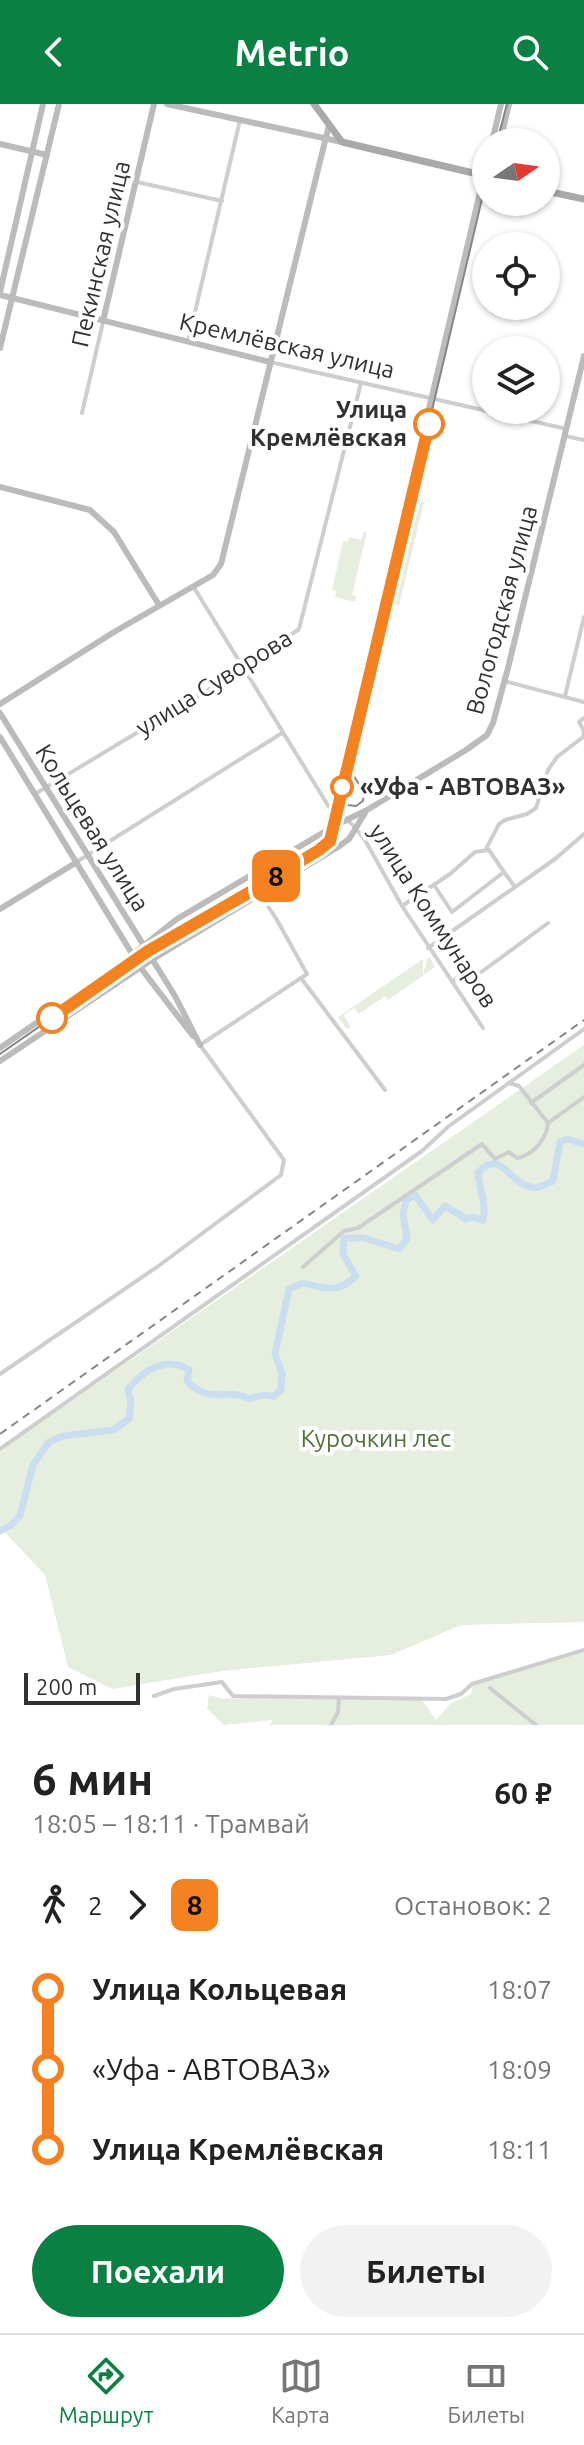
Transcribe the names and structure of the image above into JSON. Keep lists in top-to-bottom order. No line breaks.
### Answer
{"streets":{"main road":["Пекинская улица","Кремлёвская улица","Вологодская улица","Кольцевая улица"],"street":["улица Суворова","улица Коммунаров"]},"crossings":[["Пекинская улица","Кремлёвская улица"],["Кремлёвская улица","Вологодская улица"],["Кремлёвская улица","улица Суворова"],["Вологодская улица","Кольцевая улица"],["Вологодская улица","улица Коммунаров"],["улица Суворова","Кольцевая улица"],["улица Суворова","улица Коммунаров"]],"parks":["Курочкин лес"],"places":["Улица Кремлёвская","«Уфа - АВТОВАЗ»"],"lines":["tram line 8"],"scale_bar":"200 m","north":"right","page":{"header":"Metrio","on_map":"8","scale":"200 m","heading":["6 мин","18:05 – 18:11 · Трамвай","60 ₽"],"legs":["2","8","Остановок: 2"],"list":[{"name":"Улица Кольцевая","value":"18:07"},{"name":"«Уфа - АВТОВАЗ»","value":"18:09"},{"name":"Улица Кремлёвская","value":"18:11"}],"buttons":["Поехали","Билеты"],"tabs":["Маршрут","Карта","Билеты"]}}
...
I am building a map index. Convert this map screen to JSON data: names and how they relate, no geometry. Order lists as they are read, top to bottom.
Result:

= Requirement =
Within the records above, find every line containing "bottom" and report only how many there are.

= Result of this exercise =
2